> _How to complete this task_:
Gather, from the listing beneath this task, every line holding the string "Oladimeji".

** Dataset content follows **

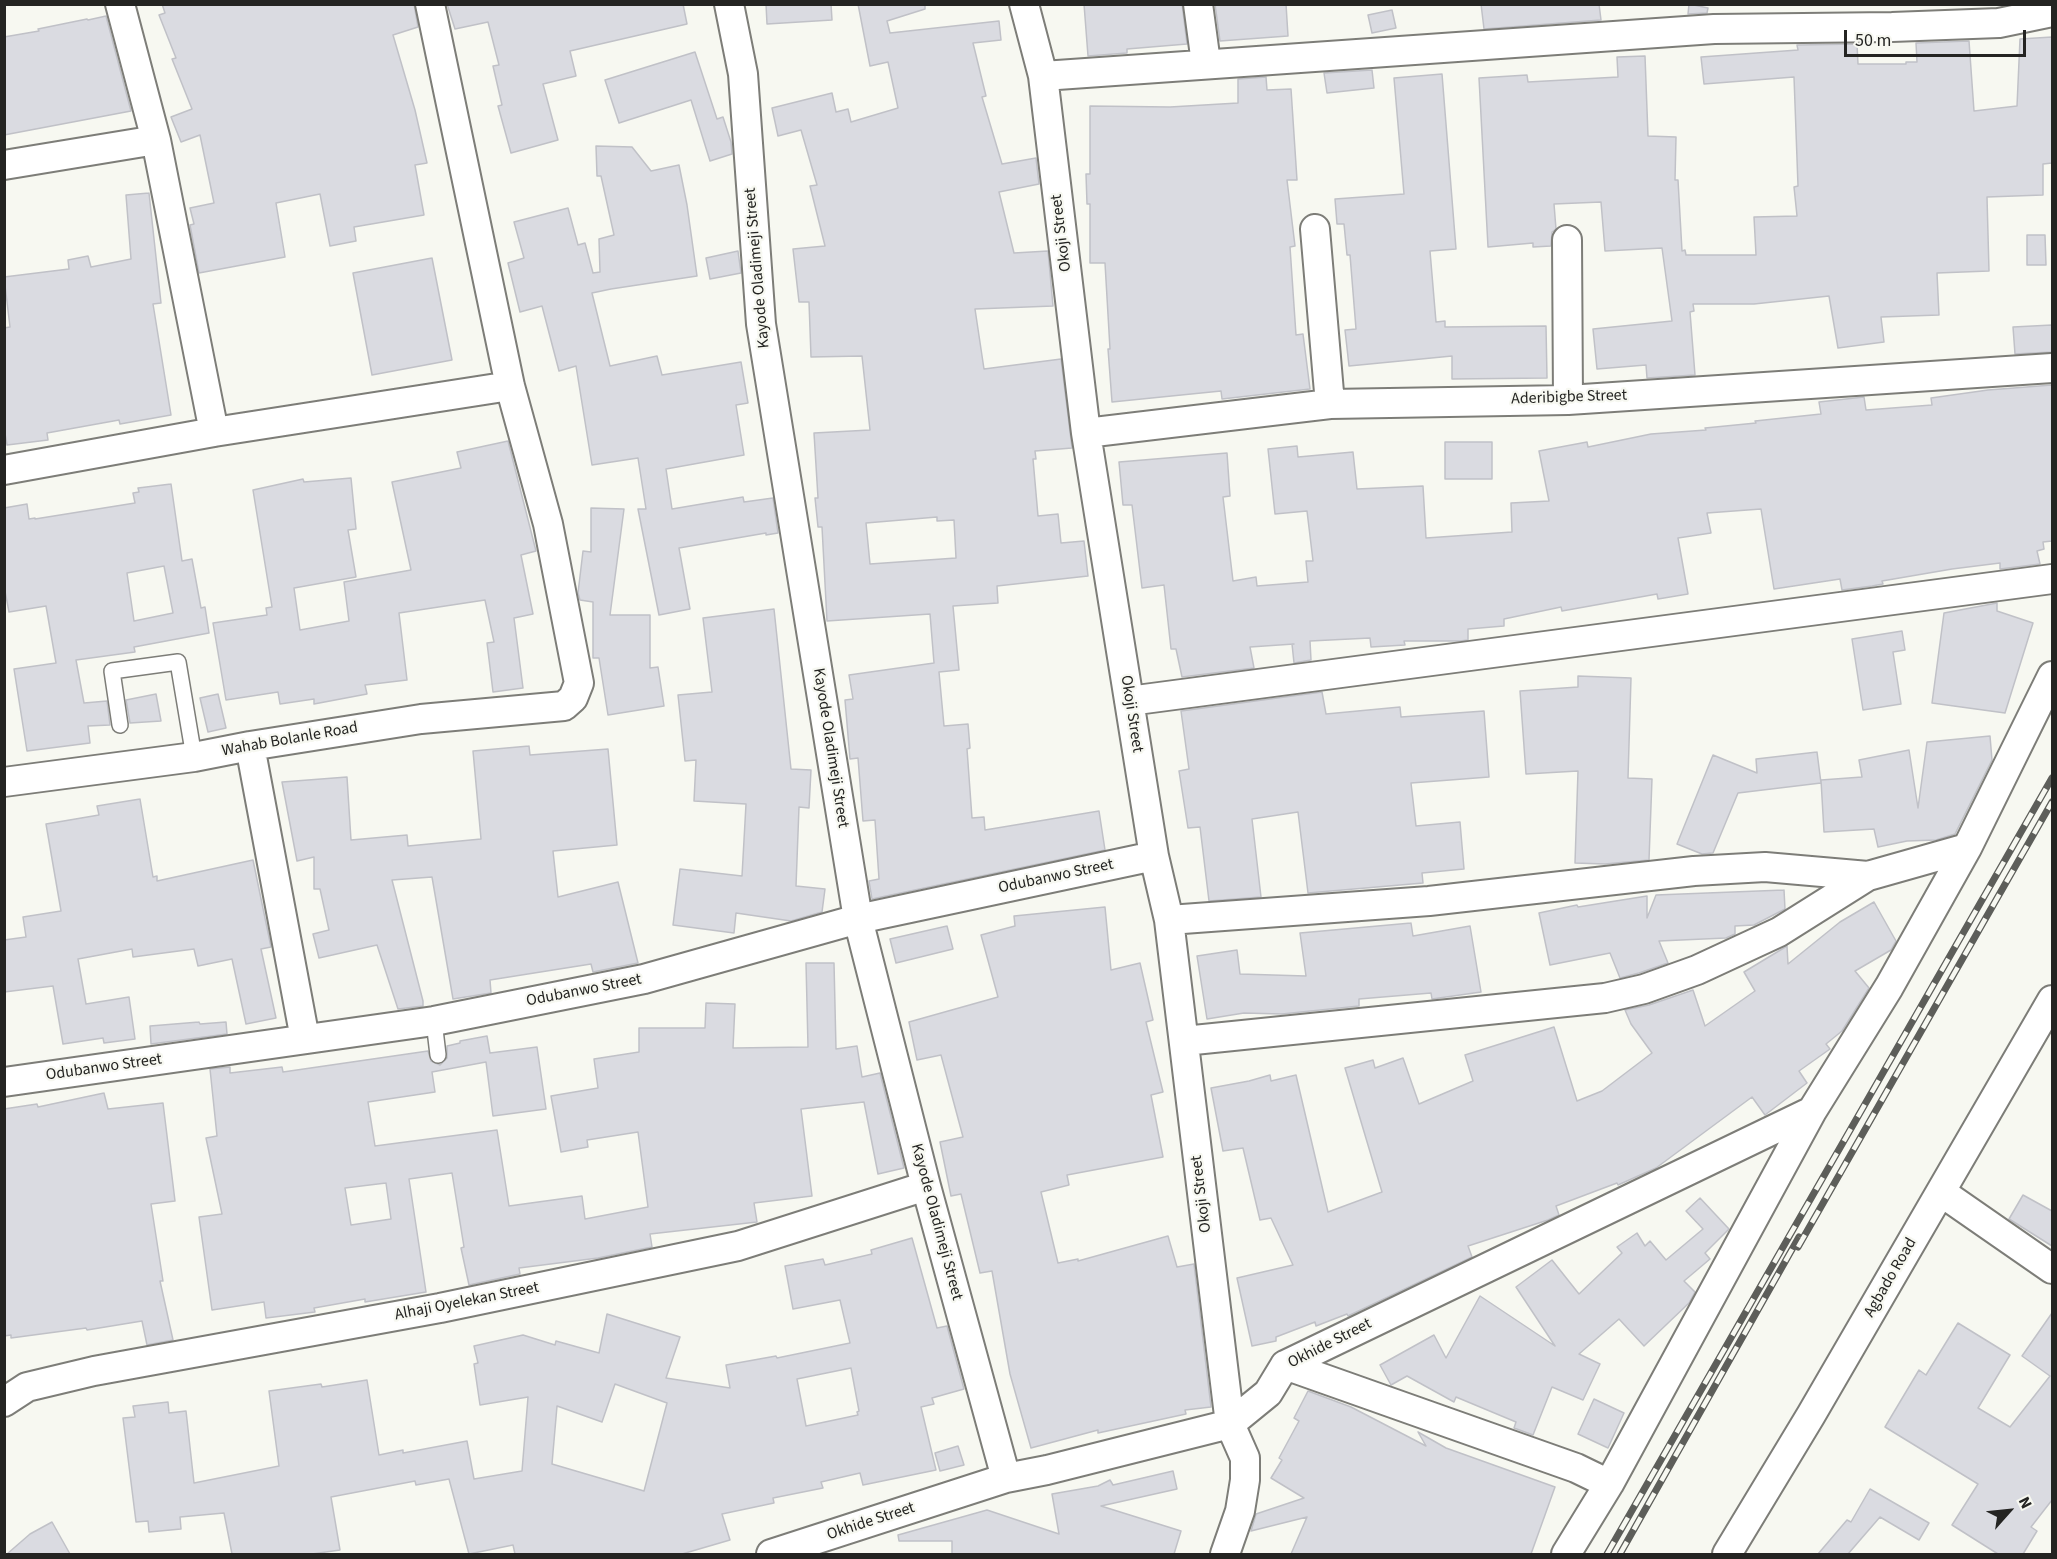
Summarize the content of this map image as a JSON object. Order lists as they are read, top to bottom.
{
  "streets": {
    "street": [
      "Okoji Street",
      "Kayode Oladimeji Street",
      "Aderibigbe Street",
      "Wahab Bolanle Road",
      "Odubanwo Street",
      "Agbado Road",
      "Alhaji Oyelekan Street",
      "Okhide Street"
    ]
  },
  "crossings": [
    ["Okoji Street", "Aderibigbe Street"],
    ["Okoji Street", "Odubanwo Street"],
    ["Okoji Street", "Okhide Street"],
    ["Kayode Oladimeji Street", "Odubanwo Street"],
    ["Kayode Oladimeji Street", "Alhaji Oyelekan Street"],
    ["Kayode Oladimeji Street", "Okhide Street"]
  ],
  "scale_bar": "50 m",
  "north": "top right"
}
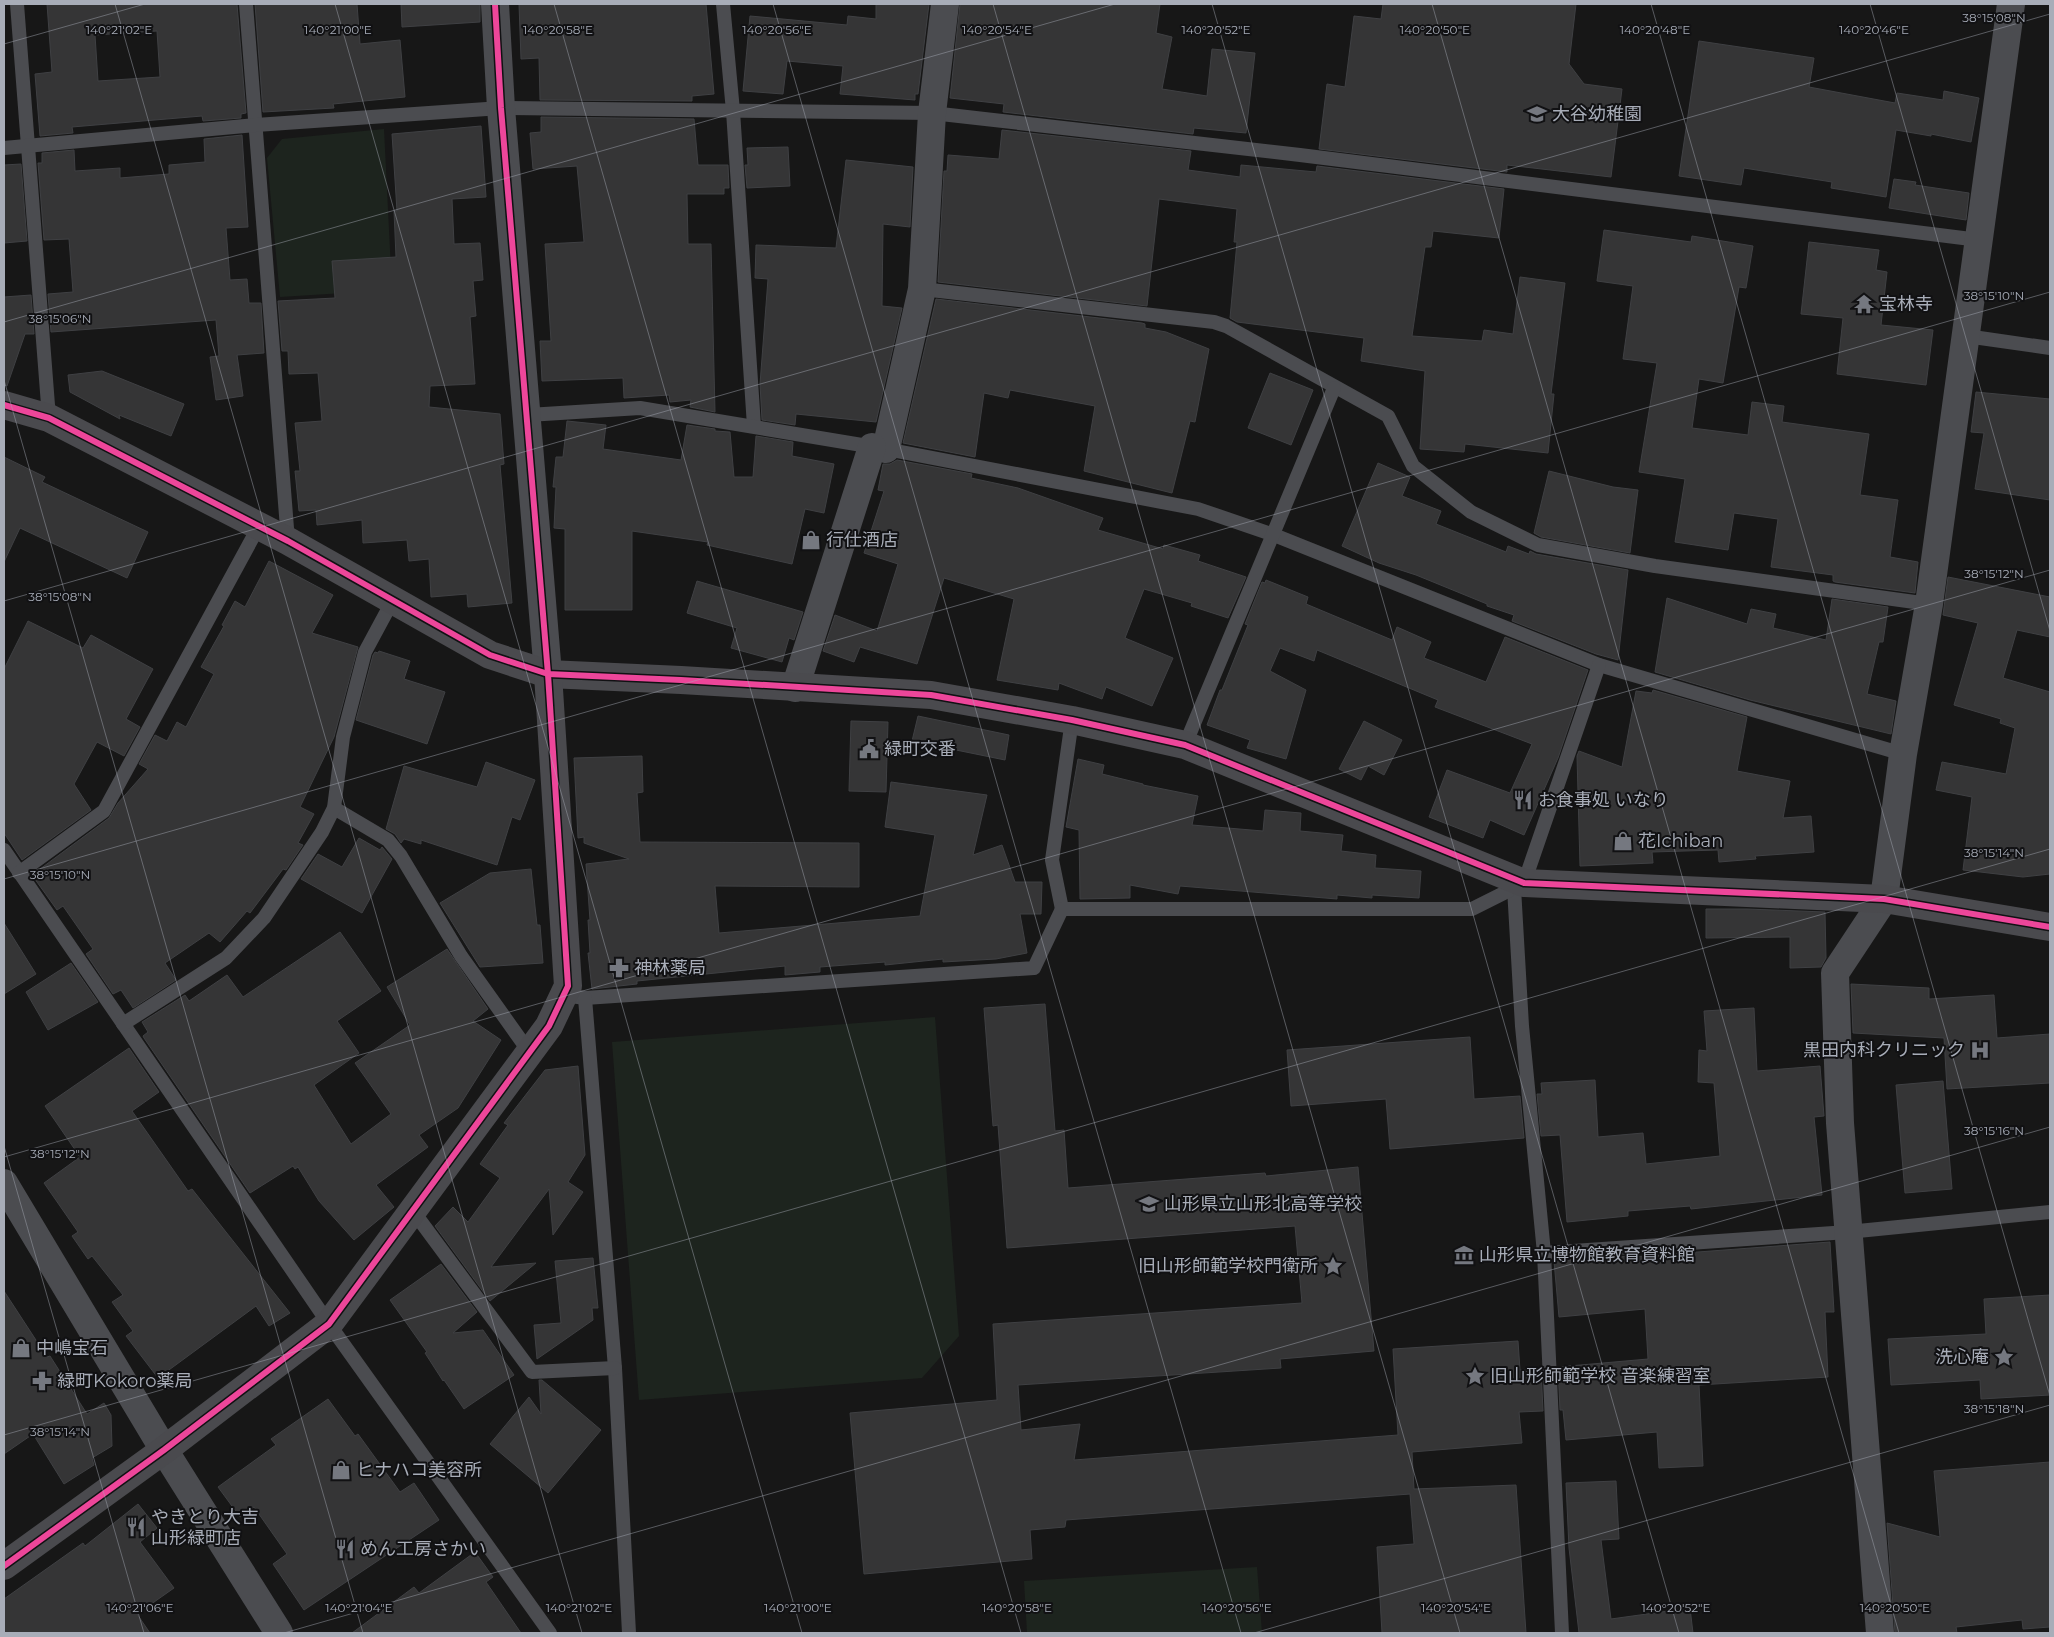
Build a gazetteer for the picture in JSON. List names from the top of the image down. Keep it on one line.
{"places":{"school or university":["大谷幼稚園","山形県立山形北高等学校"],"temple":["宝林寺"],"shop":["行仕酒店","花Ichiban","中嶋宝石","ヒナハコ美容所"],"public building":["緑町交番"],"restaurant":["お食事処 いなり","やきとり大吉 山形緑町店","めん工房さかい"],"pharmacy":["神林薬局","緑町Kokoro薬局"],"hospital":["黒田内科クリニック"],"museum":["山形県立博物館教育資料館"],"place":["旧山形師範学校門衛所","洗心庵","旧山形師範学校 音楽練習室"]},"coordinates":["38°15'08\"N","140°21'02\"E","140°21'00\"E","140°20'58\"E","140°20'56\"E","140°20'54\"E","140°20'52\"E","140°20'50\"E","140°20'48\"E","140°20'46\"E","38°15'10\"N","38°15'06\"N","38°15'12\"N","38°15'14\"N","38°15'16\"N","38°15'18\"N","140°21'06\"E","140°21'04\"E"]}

** End of Dataset content **

> _Solution for this problem_:
      "Kayode Oladimeji Street",
    ["Kayode Oladimeji Street", "Odubanwo Street"],
    ["Kayode Oladimeji Street", "Alhaji Oyelekan Street"],
    ["Kayode Oladimeji Street", "Okhide Street"]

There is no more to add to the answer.